START Provided information

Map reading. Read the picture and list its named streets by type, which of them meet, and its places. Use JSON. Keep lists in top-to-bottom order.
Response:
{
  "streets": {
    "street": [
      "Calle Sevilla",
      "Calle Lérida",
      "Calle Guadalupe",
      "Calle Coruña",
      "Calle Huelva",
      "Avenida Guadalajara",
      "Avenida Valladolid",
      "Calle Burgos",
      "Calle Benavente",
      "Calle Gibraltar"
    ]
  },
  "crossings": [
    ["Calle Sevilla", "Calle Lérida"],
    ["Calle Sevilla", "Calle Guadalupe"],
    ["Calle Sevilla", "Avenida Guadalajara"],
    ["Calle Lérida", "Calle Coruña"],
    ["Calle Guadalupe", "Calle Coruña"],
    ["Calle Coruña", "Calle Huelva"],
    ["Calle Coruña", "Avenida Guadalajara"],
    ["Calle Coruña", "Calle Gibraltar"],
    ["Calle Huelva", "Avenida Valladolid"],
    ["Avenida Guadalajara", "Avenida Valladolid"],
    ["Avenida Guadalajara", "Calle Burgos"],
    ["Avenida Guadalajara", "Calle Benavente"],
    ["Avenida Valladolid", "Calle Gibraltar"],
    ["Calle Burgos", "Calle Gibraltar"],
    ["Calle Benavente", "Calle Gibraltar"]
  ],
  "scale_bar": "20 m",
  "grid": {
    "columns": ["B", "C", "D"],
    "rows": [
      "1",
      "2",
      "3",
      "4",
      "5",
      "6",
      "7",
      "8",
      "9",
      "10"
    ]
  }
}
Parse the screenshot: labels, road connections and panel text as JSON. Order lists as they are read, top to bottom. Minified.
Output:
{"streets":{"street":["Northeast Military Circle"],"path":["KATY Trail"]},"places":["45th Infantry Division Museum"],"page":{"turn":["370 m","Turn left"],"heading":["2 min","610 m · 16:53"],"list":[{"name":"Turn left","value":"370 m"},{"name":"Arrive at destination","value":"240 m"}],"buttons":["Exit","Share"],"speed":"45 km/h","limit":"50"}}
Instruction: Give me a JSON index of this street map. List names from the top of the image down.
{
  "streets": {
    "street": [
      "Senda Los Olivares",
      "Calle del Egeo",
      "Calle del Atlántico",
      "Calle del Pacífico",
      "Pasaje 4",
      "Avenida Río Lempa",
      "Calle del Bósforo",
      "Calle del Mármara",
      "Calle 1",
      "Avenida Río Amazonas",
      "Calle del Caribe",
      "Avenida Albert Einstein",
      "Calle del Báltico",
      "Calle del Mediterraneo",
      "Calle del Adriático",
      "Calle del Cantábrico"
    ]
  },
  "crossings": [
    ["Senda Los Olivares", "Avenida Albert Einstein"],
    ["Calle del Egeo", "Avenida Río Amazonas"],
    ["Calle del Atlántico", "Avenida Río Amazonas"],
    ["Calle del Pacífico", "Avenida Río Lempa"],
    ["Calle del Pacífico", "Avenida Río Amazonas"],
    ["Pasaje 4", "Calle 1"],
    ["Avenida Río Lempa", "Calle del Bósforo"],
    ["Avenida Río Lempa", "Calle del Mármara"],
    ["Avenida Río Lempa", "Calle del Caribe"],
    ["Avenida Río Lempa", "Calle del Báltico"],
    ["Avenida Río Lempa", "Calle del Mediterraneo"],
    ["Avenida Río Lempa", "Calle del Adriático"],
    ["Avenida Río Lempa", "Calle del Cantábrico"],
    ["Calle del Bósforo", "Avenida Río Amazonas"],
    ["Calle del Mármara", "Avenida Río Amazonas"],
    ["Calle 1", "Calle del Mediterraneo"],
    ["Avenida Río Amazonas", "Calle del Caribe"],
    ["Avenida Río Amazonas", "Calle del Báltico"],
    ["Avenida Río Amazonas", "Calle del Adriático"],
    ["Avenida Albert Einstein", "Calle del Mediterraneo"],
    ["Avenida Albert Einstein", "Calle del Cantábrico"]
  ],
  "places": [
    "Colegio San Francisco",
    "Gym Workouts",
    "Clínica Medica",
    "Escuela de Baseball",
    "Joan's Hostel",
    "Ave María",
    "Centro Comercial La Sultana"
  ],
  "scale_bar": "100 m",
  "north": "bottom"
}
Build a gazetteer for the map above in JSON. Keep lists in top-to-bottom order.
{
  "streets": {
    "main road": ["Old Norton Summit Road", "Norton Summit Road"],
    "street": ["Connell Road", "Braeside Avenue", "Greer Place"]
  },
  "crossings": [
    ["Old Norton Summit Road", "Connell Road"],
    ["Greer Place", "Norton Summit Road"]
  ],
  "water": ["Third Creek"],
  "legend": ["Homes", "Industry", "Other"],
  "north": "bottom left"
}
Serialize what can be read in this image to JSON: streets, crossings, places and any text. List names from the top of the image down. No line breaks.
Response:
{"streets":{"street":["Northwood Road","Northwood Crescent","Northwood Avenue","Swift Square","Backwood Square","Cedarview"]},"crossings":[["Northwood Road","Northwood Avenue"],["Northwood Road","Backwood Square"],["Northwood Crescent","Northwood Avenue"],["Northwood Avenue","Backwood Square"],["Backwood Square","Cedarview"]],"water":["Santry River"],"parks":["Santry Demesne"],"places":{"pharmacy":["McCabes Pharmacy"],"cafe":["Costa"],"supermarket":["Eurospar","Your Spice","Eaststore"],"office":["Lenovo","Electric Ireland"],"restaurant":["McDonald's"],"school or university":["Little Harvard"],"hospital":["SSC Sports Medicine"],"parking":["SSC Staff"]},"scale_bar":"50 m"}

END Provided information

Task: Beginning at the line that holds "Serialize what can", reproduce the lines exactly up to and including the final line of the entries.

Solution for this task:
Serialize what can be read in this image to JSON: streets, crossings, places and any text. List names from the top of the image down. No line breaks.
Response:
{"streets":{"street":["Northwood Road","Northwood Crescent","Northwood Avenue","Swift Square","Backwood Square","Cedarview"]},"crossings":[["Northwood Road","Northwood Avenue"],["Northwood Road","Backwood Square"],["Northwood Crescent","Northwood Avenue"],["Northwood Avenue","Backwood Square"],["Backwood Square","Cedarview"]],"water":["Santry River"],"parks":["Santry Demesne"],"places":{"pharmacy":["McCabes Pharmacy"],"cafe":["Costa"],"supermarket":["Eurospar","Your Spice","Eaststore"],"office":["Lenovo","Electric Ireland"],"restaurant":["McDonald's"],"school or university":["Little Harvard"],"hospital":["SSC Sports Medicine"],"parking":["SSC Staff"]},"scale_bar":"50 m"}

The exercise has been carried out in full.